Howie B’s following set rather suffers on two counts: one, he has to follow Sacred Paws; two, his is most definitely club music, not gig music, and the crowd projects that sentiment quite readily, polite and moderately encouraging as they are. Feeling tired, a bit too warm, slumped up against a bare brick wall, I get the impression I should be feeling tired, too warm, slumping against a wall (as the bass shreds through my chest and vibrates my trousers) at 2am, not half 9. It’s very good, but it’s not quite right here, despite its obvious merits.
Shortly after, Ela Orleans takes up her place on stage, alone behind a microphone and a table with a laptop and various mysterious gadgets on it. After a short intro of thanks from her, we descend further still into Upper Hells (her new album, for which this night is the launch) and its hypnotic accompanying visuals. Orleans’ heavily reverbed vocals loop into choirs, drums samples and processed beats collide and intertwine, ethereal synths shimmer, it drifts, it lollops, it marches, it mesmerises. Howie B produced her new album and it shows, albeit discreetly; his set makes a lot more sense as its fractured echoes flutter through Orleans’. There’s a certain insistence to the songs, particularly mid-set, that could see them played in a club without batting an eyelid – there’s undeniably something trance-inducing about it all, with an oneiric, gothic undertone (possibly rendered an overtone by the Hieronymus Bosch et al sampling back screen projections). This is Grouper zoomed in, Broadcast beamed into Das Cabinet des Dr Caligari, a rave promoted by Piranesi.

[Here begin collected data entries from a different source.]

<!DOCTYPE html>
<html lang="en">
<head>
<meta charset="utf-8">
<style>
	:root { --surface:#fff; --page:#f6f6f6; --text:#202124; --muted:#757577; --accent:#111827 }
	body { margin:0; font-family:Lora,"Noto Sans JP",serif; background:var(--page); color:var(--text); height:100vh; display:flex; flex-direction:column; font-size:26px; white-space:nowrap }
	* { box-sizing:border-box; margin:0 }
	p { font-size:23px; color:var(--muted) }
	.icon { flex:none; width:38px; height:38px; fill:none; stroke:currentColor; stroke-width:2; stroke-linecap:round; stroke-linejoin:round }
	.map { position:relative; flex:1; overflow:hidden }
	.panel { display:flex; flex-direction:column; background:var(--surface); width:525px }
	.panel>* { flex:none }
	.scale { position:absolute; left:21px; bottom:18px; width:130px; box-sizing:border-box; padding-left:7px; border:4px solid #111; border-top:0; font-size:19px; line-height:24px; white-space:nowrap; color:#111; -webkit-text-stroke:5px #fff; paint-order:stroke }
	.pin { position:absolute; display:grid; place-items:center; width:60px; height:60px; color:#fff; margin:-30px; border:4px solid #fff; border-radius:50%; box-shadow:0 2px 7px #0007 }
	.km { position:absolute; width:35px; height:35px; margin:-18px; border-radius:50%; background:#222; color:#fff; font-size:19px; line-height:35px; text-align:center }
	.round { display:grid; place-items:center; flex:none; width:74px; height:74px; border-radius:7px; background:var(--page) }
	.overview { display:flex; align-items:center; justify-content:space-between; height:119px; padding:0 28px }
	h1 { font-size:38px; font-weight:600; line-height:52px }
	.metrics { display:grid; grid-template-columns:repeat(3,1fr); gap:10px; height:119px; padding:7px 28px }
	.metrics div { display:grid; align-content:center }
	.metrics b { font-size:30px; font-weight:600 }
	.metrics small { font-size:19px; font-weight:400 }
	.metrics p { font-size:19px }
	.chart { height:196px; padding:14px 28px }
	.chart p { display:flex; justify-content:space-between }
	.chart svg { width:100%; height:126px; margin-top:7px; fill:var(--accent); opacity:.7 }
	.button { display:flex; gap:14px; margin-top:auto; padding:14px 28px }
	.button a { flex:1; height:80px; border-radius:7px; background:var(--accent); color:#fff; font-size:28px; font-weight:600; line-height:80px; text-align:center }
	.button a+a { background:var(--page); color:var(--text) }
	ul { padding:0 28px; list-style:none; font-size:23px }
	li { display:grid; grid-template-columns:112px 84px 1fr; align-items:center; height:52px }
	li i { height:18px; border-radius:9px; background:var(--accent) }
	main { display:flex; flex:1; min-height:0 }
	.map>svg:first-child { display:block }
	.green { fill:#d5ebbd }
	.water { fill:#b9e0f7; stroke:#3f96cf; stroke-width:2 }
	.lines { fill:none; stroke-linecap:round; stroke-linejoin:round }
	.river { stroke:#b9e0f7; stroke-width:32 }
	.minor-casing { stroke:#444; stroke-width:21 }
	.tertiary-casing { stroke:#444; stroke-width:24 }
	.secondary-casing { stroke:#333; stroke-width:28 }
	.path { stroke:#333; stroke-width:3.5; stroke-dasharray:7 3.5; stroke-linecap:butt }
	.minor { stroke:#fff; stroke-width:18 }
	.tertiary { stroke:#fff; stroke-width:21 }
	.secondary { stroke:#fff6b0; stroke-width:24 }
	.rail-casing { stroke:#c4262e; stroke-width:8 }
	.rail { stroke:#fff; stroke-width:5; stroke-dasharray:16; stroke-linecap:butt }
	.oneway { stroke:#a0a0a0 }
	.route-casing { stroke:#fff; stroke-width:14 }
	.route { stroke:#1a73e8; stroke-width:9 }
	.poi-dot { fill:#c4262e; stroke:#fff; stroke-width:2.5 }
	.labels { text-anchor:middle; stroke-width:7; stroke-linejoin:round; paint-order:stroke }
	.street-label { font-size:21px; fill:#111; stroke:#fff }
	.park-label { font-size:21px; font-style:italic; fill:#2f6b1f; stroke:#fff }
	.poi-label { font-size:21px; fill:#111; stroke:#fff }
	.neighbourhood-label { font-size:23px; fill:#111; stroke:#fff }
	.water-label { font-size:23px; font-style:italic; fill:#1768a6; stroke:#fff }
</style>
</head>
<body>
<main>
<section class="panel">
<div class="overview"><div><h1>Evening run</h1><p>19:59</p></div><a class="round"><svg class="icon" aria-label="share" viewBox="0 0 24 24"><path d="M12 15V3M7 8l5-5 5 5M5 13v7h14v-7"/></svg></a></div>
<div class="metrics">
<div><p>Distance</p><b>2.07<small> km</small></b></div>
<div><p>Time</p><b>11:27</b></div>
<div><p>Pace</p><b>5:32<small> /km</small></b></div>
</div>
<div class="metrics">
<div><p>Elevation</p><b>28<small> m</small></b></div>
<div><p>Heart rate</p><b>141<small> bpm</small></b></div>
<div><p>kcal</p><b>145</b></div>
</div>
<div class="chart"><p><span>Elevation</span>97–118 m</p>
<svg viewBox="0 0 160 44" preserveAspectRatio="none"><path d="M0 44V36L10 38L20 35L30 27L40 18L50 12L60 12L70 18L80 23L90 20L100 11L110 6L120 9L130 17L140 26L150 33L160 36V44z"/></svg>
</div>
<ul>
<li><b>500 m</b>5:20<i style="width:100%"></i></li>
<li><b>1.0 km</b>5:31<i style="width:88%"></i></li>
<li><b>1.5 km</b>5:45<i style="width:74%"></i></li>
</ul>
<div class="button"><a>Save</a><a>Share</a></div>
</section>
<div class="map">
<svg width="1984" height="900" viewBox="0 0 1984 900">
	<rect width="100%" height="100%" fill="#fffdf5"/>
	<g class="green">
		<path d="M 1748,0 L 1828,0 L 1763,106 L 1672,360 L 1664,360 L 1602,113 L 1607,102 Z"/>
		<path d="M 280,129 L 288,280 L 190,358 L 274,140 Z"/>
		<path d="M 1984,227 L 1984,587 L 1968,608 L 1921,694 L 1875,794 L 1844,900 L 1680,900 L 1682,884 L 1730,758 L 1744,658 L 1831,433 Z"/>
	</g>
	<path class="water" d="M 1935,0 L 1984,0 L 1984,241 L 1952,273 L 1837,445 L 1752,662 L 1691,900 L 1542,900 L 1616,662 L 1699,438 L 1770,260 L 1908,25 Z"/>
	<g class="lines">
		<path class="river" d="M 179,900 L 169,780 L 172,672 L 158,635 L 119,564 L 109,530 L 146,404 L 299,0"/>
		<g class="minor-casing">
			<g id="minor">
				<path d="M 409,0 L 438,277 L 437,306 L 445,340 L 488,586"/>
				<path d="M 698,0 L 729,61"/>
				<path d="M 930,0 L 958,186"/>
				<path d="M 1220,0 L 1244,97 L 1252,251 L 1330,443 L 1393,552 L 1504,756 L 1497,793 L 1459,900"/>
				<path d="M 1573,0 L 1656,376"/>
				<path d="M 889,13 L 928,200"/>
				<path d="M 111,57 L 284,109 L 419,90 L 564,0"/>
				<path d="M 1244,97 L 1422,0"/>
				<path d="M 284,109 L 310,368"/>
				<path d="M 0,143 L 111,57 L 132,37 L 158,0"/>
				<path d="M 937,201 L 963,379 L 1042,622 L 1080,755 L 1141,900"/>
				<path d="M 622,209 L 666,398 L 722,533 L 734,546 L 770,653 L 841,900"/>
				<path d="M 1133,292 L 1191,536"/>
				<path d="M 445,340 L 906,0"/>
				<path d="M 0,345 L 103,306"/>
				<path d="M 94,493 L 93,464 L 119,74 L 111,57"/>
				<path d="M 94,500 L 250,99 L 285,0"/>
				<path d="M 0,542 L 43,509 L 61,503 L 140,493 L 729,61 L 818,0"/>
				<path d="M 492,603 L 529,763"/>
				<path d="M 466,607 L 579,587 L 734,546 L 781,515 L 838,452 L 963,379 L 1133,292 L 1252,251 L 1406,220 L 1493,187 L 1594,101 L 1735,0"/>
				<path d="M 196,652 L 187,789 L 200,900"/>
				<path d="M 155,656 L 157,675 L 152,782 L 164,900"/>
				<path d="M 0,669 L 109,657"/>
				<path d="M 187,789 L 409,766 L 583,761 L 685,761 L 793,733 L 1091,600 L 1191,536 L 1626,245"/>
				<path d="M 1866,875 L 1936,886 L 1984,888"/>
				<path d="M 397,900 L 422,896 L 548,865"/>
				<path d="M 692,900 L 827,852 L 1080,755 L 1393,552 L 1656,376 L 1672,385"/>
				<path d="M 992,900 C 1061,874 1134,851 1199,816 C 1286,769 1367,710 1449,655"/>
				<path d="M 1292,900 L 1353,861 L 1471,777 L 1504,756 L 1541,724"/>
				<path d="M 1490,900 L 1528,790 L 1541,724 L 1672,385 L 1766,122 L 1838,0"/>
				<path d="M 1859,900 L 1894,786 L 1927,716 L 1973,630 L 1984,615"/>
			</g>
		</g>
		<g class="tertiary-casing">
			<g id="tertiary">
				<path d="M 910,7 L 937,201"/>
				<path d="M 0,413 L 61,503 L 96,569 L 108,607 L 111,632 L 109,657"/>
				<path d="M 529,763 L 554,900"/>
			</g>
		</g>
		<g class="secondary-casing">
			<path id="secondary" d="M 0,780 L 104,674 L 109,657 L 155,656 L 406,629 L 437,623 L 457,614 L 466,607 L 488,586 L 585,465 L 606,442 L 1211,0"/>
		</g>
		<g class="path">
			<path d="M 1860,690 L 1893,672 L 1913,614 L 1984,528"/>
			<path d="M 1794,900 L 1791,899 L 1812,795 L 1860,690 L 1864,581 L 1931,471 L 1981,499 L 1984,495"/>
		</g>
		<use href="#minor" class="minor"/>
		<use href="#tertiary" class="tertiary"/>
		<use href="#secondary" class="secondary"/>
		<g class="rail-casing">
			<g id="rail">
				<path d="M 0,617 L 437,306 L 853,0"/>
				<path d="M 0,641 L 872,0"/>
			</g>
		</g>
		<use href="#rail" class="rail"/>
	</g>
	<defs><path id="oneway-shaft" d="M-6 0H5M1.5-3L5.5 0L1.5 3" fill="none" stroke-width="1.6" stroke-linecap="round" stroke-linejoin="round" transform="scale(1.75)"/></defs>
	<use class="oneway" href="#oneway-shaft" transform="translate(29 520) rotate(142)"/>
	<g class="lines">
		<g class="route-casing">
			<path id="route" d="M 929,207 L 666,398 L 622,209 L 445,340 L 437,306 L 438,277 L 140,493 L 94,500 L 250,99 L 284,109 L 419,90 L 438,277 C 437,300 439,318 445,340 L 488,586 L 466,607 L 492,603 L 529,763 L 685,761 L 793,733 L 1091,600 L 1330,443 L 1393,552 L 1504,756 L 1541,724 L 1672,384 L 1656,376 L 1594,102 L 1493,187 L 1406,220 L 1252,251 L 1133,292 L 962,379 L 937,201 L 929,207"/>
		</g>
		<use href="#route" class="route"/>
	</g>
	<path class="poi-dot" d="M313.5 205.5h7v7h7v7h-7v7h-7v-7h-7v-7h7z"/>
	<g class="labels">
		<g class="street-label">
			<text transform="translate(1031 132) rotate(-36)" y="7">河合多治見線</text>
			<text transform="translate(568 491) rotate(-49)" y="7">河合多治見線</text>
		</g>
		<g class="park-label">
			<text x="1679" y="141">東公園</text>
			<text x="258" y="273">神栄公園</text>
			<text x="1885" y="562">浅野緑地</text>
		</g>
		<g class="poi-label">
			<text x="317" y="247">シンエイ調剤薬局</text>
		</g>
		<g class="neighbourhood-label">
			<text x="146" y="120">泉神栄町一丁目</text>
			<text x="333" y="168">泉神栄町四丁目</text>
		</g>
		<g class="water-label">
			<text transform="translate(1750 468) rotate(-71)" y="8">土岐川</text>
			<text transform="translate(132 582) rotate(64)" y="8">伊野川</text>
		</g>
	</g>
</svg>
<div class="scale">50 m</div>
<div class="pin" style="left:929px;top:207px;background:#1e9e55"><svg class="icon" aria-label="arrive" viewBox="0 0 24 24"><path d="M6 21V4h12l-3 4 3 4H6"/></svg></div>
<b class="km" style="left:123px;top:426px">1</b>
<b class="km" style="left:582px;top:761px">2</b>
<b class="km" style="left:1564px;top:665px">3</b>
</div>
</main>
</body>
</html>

Ultimately, it makes for a transcendental experience, the kind which is both unforgettable, yet difficult to remember the detail of, such is its transportive nature. Like a dream, it seems to last forever, and to be over in an instant – neither is quite long enough.
Ela Orleans’ ‘Upper Hells’ is out on 27 April on HB Recordings; Sacred Paws’ ‘Six Songs’ is out now on Rock Action.